======== Available data

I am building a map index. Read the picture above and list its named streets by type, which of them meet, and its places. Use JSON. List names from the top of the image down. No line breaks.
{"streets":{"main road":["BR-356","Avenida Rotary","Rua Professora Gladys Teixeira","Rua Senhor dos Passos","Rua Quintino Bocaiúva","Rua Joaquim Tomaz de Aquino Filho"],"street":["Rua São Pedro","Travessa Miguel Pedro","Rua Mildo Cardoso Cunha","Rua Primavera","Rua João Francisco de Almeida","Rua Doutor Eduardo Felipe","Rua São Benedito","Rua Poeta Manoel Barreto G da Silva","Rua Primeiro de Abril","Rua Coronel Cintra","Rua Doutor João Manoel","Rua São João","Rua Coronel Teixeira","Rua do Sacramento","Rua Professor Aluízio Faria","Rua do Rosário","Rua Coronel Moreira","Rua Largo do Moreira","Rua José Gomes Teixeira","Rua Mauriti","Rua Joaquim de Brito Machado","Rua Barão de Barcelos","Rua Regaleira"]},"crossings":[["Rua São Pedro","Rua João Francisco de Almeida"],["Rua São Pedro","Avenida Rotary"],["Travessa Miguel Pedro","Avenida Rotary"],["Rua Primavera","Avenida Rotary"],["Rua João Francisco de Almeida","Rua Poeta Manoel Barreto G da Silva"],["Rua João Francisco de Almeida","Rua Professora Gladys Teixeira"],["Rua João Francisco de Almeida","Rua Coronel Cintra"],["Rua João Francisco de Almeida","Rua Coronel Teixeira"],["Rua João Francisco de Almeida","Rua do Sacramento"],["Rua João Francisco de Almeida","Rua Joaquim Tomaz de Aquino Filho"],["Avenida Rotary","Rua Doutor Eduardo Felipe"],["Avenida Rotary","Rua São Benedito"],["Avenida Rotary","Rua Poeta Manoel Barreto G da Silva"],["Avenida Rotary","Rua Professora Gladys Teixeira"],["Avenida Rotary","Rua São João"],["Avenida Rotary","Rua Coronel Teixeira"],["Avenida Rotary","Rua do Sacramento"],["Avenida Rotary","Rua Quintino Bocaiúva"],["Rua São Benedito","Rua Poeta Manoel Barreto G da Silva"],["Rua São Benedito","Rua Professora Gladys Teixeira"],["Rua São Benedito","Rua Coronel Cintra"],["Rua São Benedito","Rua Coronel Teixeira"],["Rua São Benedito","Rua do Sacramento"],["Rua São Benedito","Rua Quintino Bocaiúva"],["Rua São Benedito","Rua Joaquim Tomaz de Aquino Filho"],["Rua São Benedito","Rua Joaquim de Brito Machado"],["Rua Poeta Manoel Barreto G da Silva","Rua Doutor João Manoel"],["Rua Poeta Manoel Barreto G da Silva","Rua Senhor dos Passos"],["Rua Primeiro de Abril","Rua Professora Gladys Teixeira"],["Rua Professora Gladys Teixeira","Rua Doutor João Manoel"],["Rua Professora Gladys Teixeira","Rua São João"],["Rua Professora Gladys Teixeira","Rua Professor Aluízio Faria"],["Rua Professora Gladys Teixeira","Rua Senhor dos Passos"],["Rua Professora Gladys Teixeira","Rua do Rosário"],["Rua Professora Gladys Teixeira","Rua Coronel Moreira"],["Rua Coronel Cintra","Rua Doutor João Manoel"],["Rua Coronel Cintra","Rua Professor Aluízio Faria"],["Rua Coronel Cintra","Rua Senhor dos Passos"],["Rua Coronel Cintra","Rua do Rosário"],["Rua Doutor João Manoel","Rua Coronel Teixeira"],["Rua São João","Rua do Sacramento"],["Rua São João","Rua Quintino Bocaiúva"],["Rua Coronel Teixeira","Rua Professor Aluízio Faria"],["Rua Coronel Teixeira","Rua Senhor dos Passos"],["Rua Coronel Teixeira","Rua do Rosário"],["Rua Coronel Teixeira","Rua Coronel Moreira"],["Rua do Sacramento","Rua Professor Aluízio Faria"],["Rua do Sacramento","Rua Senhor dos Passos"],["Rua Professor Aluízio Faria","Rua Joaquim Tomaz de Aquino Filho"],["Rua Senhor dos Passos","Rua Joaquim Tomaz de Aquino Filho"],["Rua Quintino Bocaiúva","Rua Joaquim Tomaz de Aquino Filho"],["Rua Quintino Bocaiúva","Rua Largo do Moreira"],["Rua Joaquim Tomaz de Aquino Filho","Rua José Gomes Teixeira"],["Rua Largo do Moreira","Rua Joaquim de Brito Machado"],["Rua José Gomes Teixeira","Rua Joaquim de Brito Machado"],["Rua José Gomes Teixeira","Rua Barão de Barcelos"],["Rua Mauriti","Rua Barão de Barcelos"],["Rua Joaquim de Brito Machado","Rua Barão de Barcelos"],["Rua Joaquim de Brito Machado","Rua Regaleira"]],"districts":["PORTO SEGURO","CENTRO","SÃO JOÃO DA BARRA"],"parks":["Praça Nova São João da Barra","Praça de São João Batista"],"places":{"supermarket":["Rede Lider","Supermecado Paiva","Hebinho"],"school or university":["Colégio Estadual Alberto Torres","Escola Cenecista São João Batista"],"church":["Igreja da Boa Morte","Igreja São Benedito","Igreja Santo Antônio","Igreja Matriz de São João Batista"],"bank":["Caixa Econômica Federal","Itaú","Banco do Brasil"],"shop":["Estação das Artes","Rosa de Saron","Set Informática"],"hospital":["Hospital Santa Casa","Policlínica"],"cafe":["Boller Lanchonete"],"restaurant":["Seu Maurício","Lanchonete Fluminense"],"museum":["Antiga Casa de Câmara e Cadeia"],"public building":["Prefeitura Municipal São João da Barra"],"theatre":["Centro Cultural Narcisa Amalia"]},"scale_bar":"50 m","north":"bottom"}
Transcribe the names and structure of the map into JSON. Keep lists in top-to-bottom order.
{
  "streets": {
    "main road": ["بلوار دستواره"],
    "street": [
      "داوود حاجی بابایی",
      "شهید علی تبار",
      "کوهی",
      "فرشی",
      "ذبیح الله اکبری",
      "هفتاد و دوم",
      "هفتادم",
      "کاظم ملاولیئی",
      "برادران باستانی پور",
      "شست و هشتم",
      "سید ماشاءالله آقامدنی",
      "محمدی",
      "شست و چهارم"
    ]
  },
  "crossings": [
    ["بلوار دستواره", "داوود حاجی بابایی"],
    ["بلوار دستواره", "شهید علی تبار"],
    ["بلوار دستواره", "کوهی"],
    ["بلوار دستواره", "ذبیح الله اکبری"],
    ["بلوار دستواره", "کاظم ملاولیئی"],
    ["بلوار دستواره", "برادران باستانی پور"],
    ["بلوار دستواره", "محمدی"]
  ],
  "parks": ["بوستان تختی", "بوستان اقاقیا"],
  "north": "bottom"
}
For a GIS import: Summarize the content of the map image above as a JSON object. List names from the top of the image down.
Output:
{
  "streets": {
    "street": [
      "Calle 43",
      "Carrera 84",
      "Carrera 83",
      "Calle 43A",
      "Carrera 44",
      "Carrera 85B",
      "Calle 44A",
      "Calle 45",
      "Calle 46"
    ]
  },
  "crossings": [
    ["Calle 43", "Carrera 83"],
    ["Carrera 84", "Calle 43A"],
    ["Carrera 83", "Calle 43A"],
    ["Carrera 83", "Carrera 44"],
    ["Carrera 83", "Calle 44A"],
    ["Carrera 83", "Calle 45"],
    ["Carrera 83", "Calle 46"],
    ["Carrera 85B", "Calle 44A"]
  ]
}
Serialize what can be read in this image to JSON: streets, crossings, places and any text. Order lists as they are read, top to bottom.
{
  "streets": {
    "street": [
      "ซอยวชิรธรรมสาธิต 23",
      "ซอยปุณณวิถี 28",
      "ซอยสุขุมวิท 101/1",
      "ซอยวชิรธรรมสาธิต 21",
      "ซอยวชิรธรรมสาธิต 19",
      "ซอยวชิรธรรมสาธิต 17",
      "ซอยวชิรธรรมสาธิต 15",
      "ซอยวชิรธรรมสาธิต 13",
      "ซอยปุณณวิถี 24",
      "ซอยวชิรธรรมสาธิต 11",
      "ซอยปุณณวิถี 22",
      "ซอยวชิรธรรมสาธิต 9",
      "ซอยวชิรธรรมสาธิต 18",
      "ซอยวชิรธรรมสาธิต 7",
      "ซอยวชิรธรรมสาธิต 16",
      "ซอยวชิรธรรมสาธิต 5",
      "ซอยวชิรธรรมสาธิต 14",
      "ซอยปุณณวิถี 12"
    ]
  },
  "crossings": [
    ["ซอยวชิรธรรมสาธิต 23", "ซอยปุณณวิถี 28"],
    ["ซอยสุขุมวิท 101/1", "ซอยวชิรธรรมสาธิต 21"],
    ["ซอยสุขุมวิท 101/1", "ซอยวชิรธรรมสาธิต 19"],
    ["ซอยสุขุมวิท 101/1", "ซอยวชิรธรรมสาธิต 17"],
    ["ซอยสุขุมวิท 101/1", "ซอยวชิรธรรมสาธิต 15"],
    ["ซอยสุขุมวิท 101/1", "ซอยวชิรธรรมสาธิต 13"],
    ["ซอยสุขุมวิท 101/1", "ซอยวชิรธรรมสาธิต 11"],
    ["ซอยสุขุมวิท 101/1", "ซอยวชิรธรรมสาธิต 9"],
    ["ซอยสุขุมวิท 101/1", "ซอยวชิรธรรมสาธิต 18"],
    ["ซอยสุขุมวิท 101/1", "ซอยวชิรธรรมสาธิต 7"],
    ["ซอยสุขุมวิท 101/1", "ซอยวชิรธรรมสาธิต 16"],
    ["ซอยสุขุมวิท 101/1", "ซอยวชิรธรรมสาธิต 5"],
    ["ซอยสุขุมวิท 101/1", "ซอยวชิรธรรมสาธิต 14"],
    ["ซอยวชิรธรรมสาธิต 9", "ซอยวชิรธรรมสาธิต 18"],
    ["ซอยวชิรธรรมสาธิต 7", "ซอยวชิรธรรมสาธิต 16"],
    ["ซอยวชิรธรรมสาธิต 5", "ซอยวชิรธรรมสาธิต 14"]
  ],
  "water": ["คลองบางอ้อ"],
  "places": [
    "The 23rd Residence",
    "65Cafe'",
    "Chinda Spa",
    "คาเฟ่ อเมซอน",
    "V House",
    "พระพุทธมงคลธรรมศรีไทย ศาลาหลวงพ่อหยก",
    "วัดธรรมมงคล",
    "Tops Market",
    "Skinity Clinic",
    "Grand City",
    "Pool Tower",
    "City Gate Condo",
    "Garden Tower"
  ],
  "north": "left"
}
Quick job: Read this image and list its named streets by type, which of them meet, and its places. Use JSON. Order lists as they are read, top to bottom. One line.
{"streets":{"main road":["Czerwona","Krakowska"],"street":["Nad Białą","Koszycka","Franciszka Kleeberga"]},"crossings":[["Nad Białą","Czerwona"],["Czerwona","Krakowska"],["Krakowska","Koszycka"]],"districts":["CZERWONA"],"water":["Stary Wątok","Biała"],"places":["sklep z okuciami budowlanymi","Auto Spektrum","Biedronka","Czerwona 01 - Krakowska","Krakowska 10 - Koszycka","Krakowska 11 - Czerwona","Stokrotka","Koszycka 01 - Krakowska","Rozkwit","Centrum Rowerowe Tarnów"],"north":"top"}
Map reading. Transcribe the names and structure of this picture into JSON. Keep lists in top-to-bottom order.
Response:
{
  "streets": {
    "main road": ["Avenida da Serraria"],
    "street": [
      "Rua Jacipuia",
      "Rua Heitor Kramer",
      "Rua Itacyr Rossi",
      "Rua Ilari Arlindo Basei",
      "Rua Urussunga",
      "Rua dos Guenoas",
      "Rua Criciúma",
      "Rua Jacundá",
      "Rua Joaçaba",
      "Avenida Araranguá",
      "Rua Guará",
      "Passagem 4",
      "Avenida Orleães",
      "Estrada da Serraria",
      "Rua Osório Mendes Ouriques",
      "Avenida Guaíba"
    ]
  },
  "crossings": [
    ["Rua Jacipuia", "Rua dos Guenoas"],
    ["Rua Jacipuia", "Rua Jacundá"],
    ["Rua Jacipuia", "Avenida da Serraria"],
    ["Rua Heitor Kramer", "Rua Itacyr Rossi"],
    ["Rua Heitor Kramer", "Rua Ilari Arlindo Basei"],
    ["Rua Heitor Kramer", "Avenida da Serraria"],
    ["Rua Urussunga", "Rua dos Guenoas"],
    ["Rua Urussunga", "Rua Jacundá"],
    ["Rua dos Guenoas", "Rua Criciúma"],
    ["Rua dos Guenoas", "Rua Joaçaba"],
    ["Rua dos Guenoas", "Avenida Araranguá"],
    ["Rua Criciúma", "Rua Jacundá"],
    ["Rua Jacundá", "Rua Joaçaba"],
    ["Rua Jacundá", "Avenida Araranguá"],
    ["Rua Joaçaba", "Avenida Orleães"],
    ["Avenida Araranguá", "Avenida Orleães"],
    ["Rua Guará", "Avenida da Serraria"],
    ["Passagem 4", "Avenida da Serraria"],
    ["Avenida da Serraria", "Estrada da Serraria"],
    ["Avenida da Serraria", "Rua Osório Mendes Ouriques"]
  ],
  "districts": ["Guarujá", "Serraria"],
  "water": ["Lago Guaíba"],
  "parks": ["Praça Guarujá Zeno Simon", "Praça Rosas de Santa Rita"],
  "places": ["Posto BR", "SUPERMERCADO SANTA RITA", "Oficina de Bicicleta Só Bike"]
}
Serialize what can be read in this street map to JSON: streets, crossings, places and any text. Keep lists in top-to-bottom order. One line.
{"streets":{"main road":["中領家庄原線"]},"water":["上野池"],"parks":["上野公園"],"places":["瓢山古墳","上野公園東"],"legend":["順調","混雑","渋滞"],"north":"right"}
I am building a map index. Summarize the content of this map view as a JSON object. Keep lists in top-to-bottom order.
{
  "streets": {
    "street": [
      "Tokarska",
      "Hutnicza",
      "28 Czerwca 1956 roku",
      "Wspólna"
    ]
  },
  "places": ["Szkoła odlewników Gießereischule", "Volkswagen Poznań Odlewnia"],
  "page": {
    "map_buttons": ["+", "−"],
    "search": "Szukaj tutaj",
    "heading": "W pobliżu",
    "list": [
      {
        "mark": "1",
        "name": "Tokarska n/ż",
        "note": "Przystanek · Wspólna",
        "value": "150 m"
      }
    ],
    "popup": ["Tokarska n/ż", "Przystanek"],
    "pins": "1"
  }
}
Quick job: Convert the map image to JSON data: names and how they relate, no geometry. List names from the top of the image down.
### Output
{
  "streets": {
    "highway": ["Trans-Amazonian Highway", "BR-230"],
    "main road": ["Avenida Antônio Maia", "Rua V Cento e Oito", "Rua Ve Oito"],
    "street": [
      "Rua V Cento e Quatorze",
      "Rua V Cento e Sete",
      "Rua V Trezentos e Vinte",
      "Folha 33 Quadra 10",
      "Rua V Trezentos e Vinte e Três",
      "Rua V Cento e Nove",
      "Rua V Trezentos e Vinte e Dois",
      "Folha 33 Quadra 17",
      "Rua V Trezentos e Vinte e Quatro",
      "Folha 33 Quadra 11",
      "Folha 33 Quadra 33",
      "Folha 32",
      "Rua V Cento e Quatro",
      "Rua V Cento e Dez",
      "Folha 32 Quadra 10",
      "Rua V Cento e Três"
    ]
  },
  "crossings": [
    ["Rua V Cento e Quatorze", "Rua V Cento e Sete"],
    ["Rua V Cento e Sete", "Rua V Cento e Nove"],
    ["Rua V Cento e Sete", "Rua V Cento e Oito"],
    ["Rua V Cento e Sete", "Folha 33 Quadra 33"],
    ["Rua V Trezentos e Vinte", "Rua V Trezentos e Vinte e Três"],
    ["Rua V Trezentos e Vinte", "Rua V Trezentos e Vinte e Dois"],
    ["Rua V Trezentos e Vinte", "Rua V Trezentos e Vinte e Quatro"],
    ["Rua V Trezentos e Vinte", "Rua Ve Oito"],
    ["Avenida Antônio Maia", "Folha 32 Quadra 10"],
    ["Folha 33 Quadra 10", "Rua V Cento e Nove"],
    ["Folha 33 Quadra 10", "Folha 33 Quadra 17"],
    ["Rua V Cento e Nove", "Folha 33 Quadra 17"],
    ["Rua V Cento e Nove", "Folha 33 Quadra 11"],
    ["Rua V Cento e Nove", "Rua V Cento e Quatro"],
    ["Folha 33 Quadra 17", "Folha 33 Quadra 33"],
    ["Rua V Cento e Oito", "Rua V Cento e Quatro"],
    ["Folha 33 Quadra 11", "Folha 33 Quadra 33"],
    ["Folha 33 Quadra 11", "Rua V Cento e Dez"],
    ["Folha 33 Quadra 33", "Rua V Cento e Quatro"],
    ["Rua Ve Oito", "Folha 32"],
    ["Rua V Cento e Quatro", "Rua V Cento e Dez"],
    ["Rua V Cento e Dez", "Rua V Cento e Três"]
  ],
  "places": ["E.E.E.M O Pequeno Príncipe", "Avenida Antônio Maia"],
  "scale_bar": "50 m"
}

================

**What the task asks**
Beginning with the line containing "Quick job: Read" in the material above, copy every line exactly until you have copied the line containing "Map reading. Transcribe".

**Task solution**
Quick job: Read this image and list its named streets by type, which of them meet, and its places. Use JSON. Order lists as they are read, top to bottom. One line.
{"streets":{"main road":["Czerwona","Krakowska"],"street":["Nad Białą","Koszycka","Franciszka Kleeberga"]},"crossings":[["Nad Białą","Czerwona"],["Czerwona","Krakowska"],["Krakowska","Koszycka"]],"districts":["CZERWONA"],"water":["Stary Wątok","Biała"],"places":["sklep z okuciami budowlanymi","Auto Spektrum","Biedronka","Czerwona 01 - Krakowska","Krakowska 10 - Koszycka","Krakowska 11 - Czerwona","Stokrotka","Koszycka 01 - Krakowska","Rozkwit","Centrum Rowerowe Tarnów"],"north":"top"}
Map reading. Transcribe the names and structure of this picture into JSON. Keep lists in top-to-bottom order.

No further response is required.